If you don't want mirror-free cameras, or you have an irrational hatred of Sony products, I can think that you'd be able to do a lot worse than putting together a workable system for day to day photography using the 6Dii, the 24-105mm lens, and a couple of accessory lenses (I'd recommend the 70-200mm f4.0 I.S. for starters.....). Who knows, I may get all nostalgic for the old form factor and pick up one myself. It's a tug at the heartstrings of familiarity. And tradition.

Of all the stuff coming out these days, in a very conservative way, this camera makes a lot of good sense. 

Should be available around August 15th. Let's see if Sony can get their A7iii out around the same time...


The top panel looks a lot like every Canon I've ever owned.
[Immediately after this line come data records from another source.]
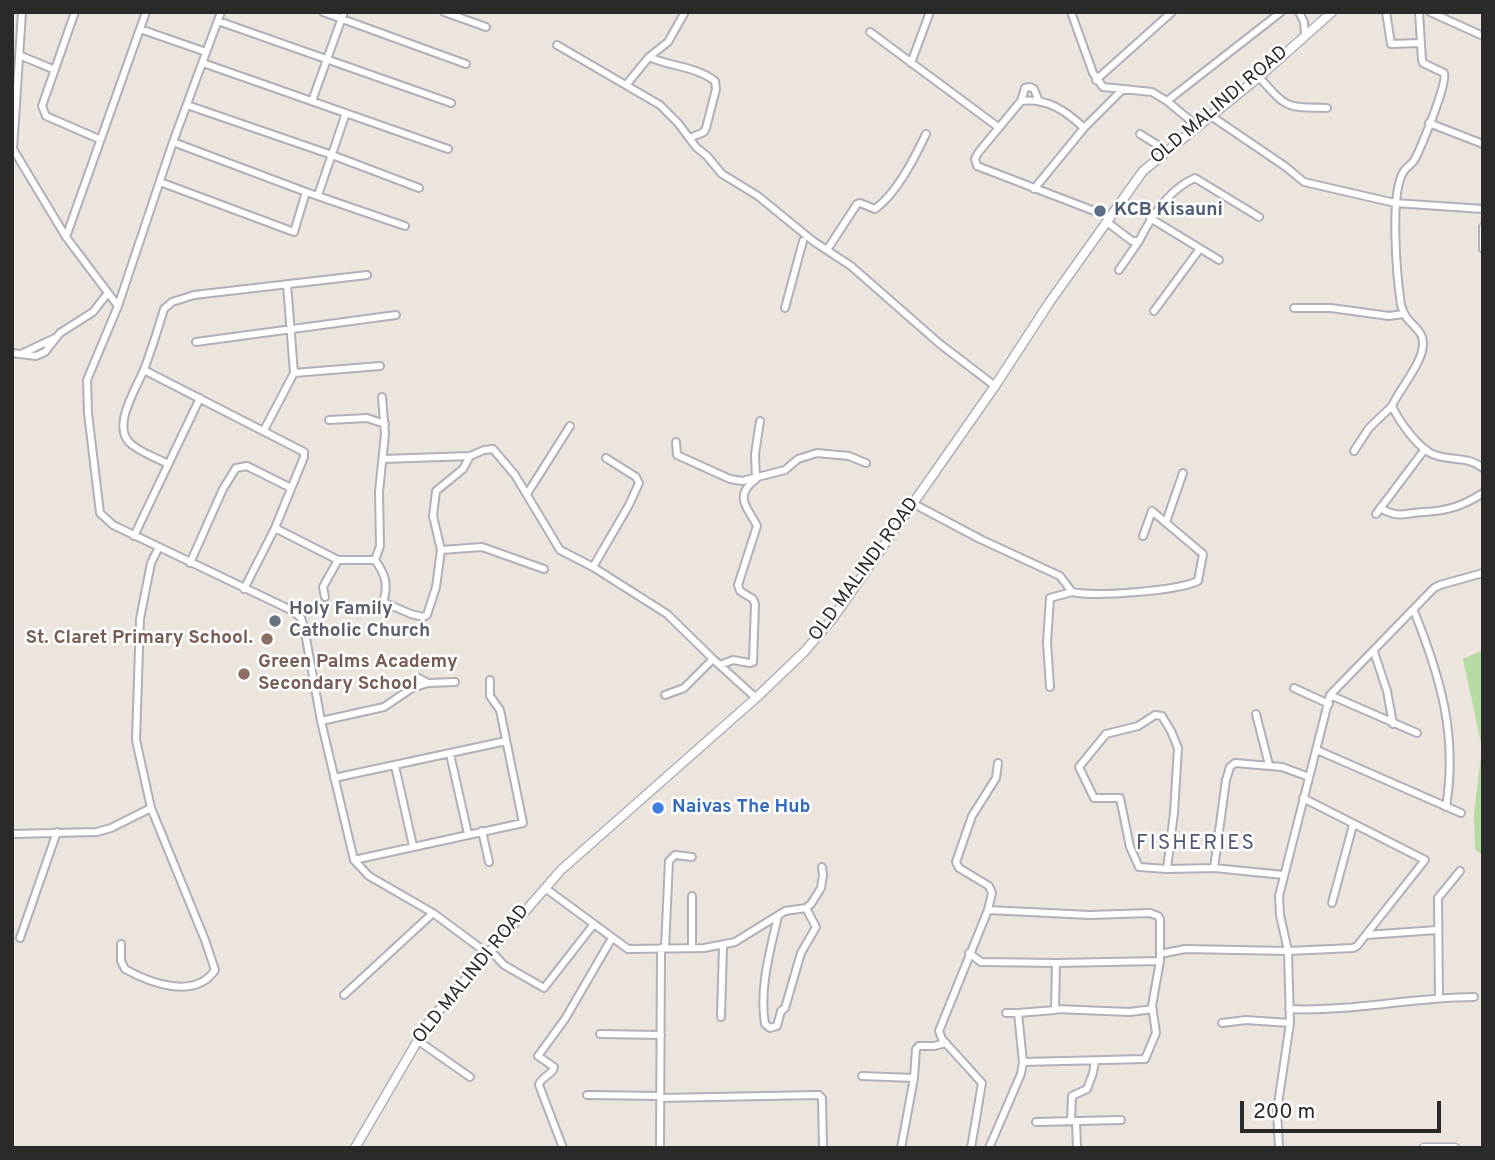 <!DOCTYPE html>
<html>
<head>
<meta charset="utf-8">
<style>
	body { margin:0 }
	#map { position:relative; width:1495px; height:1160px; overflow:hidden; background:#ebe5de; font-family:Overpass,sans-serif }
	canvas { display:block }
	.frame { position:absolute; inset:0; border:14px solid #2a2a2a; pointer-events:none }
	.scale { position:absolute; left:1240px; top:1101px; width:201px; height:32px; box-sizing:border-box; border:4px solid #2a2a2a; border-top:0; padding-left:9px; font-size:21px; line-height:24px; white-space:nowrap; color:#2a2a2a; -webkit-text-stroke:5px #fff; paint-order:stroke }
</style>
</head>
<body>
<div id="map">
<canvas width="1495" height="1160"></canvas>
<div class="frame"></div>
<div class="scale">200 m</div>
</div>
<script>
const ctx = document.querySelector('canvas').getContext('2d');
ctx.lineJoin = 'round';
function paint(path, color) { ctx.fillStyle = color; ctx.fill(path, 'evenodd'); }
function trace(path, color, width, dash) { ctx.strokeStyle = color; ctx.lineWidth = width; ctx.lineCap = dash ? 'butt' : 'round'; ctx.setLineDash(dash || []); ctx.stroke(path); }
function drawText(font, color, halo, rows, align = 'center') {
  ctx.font = font + ' Overpass,sans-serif'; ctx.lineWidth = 5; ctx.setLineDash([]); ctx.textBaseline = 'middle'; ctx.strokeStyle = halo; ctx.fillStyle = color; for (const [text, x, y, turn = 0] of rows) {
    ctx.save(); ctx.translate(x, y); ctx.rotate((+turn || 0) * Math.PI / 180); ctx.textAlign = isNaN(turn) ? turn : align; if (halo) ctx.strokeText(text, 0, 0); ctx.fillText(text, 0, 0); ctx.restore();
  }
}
paint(new Path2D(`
	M1483,650v205l-8,-6 -1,-36 8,-65 -19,-89z`), '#b5dca0');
const minor = new Path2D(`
	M22,12l-9,137 53,88 52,69
	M75,12l-33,94 4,10 53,23
	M221,12l-48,130 -55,164 -31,74 1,33 12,100 13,12 180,86 8,7 3,9 17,94 33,139 15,16 64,37 54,40
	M323,12l143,52
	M444,12l42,15
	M1071,12l22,61 10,14 49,5 15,9 30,25
	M1299,12l5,10 1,13
	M1386,12l5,32 29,-1
	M1419,12l3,48 1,3 21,10c4,10 -23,74 -29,86 -3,6 -8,7 -11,12 -15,21 -7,107 -3,134 5,19 17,20 21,32 7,20 -22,50 -30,69 7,15 27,44 43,49 17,6 33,1 48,13
	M1430,12l53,24
	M218,21l233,82
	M140,29l66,23
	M870,32l128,95
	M557,45l103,60 18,18 18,24 11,9 15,18 36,22 55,45 38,25 89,78 55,42
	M19,55l36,15
	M649,57c22,10 46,9 66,24l1,8 -10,39 -2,4 -14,6
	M203,63l245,86
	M911,63l19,-51
	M1259,77c29,32 25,30 68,31
	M1096,80l76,-68
	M626,85l23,-28 19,-15 17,-30
	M312,101l32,-89
	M1021,101l4,-13 5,-1 4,2 4,10
	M1167,101l114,-89
	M187,105l145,50 87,33
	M1211,116l75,51 18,15 91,21 88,6
	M1429,123l54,21
	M1084,128c-19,-18 -37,-30 -63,-27l-43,52 -3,6 2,7 133,51
	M1140,134l27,17
	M173,142l133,50 99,34
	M160,182l134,50 12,-40
	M1034,189l50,-61 39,-39
	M318,195l28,-82
	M1150,218l69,42
	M1107,222l25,19h7c12,-24 30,-52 56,-63l64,39
	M1483,227v22
	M66,237l80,-225
	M827,250l30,-46 3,-1 15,6c22,-16 39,-50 51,-75
	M1119,270l20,-29
	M785,308l18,-67
	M1294,308h37l58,8 14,-2
	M1154,311l45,-61
	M196,342l200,-27
	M12,353l24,3 9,-4 15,-19 33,-21 14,-18
	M21,354l34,-16
	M144,370l160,82v5l-29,71 -31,61
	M294,373l86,-7
	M329,420l38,-2 18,6
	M264,430l30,-57 -7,-89
	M676,442l1,13 53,24 12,2 43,-11 13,-11 19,-6 32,3 17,7
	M1354,451l15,-23 23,-22
	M383,459l87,-3 14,-6 9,-1 22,26 45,75 33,17 74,47 46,45
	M168,464c-11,-6 -29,-12 -38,-21 -19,-18 8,-57 15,-76 7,-19 13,-38 19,-58l8,-7 22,-7 173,-20
	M527,494l43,-68
	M914,504l66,35 80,37 12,16c24,5 105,-1 126,-11l5,-27 -51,-43 -9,25
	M1380,508c20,11 23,5 44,4 23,-1 39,-6 59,-19
	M1376,514l49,-65
	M1166,522l17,-49
	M275,528l63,32h37c10,14 14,24 8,42l28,12 12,3 4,-2 9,-28 5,-37 41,-3 62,22
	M134,536l66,-138
	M441,550l-8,-34 3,-25 27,-22 7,-13
	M375,560l5,-14 -1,-54 6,-58 -3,-37
	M190,563l33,-74 13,-21 11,-2 44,22
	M593,567l36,-62 10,-22 -3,-6 -30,-19
	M325,597l-2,-10 15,-27
	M1414,611c26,65 44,124 32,196
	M1374,652l13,39 6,33
	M720,665l13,-5 17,3 3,-1 2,-58 -2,-5 -13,-8 -2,-6 19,-59c-8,-17 -25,-29 -1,-47l-1,-25 5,-33
	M1050,687l-3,-45 3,-44 22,-6
	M412,688l3,-7 4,-3 9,5
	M1294,688l35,16
	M665,695l19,-7 29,-29 43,39
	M1330,695l87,38
	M1256,714l13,51
	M1155,715l7,1 9,15 7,17 -4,65 -7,56 -28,-2 -9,-20 -10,-49h-26l-15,-31 27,-33 32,-8z
	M321,721l63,-14 28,-19 16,-5 27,-1
	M1317,750l144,63
	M450,754l18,80
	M395,766l18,80
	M334,778l172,-37
	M482,831l7,31
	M12,834l85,-2 14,-4 40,-20
	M354,860l169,-37 -23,-113 -10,-14v-16
	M1167,869l47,-1
	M1284,875l-70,-7 12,-88 4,-13 5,-4 47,4 27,10
	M545,888l83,61 76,-1 31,-6 50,-31 21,-3 5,-4 10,-16 2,-13 -1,-8
	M1332,903l21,-78
	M988,910l102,5 60,-2 8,3 2,3v42l-8,45 4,27 -11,26 -122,3
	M778,916c-8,35 -19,73 -13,108l5,4 7,-2 4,-15 4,-3 16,-55 15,-26 -10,-19
	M1366,935l71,-5
	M20,938l37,-106
	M121,944v17l4,8c25,14 70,31 90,1l-10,-30 -54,-132 -15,-68 4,-121 11,-56 8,-16
	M665,948l4,-87 6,-6 17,2
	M692,948v-52
	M490,950l14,15 40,23 50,-64
	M969,953l12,9 75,1
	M1160,954l25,-5 103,2 65,-3 4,-2 68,-86 -122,-62
	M344,995l89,-82
	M1439,997l-1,-99 22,-27
	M1056,1009l74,3 23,-3
	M1289,1009c62,3 123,-12 185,-12
	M1006,1013h12
	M721,1017l2,-71
	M1222,1023l24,-3 44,3
	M600,1034l61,1
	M417,1040l53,37
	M862,1076l52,2
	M587,1095l73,1
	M660,1098l159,-3 3,3 1,50
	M1071,1121l1,-25 15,-7 6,-16 2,-12
	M1076,1121l1,27
	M1036,1122l85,-2
	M563,1148l-24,-63c2,-9 13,-9 15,-18l-16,-11 27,-37 47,-81
	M660,1148l1,-200
	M901,1148l13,-70 2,-29 3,-3h15l12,-3
	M971,1148l11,-65 -40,-44 -3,-8 49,-121 4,-17 -3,-7 -30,-18 -3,-6 16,-46 24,-38 2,-15
	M989,1148l32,-74 2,-12 -5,-49 37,-3 1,-47 104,-2
	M1279,1148l-2,-37 13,-88 -2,-72 -8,-36 -1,-19 51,-201 104,-107 6,-3 43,-12`);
const secondary = new Path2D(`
	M355,1148l73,-125 133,-153 195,-172 48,-46 29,-34 162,-232 54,-83 94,-132 116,-94 73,-65
	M1424,1148h31`);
trace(minor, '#afb0b9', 10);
trace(secondary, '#afb0b9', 11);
trace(minor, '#fff', 6);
trace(secondary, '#fff', 8);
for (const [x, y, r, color] of [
	[1100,211,7,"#5c6f8a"],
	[275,621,7,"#6b7280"],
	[267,639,7,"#8d6e63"],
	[244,674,7,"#8d6e63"],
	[658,808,7,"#3f7fe0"]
]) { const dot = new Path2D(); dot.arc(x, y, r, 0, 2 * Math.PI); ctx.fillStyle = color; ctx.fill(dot); trace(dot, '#fff', 2.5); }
drawText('19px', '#2a2a2a', '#fff', [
	["OLD MALINDI ROAD",1220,106,-40],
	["OLD MALINDI ROAD",865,570,-54],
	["OLD MALINDI ROAD",472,975,-51]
]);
drawText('bold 19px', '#4e5e75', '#fff', [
	["KCB Kisauni",1114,211]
], 'left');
drawText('bold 19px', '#5b616d', '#fff', [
	["Holy Family",289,610],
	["Catholic Church",289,632]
], 'left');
drawText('bold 19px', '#785e54', '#fff', [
	["St. Claret Primary School.",253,639],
	["Green Palms Academy",258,663,"left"],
	["Secondary School",258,685,"left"]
], 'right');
drawText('bold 19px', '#366cbe', '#fff', [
	["Naivas The Hub",672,808]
], 'left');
ctx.letterSpacing = '2px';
drawText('21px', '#505776', '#fff', [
	["FISHERIES",1196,845]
]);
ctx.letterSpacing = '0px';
</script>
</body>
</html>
Maybe the grip is deeper.

4 comments:

Eric Rose said...

I just lent my Nikon D700 to a very good friend. I don't really care if I ever get it back. I'm done with that form factor. Not that I don't have fond memories of the D700. It's been a great camera, just tired of the bulk and lack of EVF. Thanks to YOU Kirk I am now spoiled and can't imagine using anything else. Well except for my 500 C/M. They will have to pry that baby from my cold dead hands.

Ash Crill said...

DSLRs have matured. This new 6D and the 5DIV, the Nikon D5 and D500; its hard to argue with excellent products that build on a long tradition of refinement at doing something really well.

That said, I would struggle to move backward from an electronic viewfinder. The EVF, exposure compensation dial, and histogram overlay are my best friends for getting good exposures on the go.

Thomas Kr├╝ger said...

My Canon 6D has a shutter count of 75000, using also a Sony A6000 and a Panasonic G6 the upgrade of the 6D will be probably a A7RII. Waiting for the A7RIII to catch a good occasion of a used A7RII body.

Craig Yuill said...

I use both a DSLR and a mirrorless camera. If I need fast AF for stills I use the DSLR. If I want to shoot video I use the mirrorless. If I need fast AF for stills and want to shoot video, I take both. I would rather take just one type of camera. Seeing DSLRs with improved video capabilities (especially with regards to AF) and mirrorless cameras with fast AF excites me. Given that both Canon and Nikon are producing lenses clearly aimed at video shooters I get the feeling that both companies are preparing to make mirrorless cameras using the traditional EF and F mounts. Things are getting interesting in the camera business.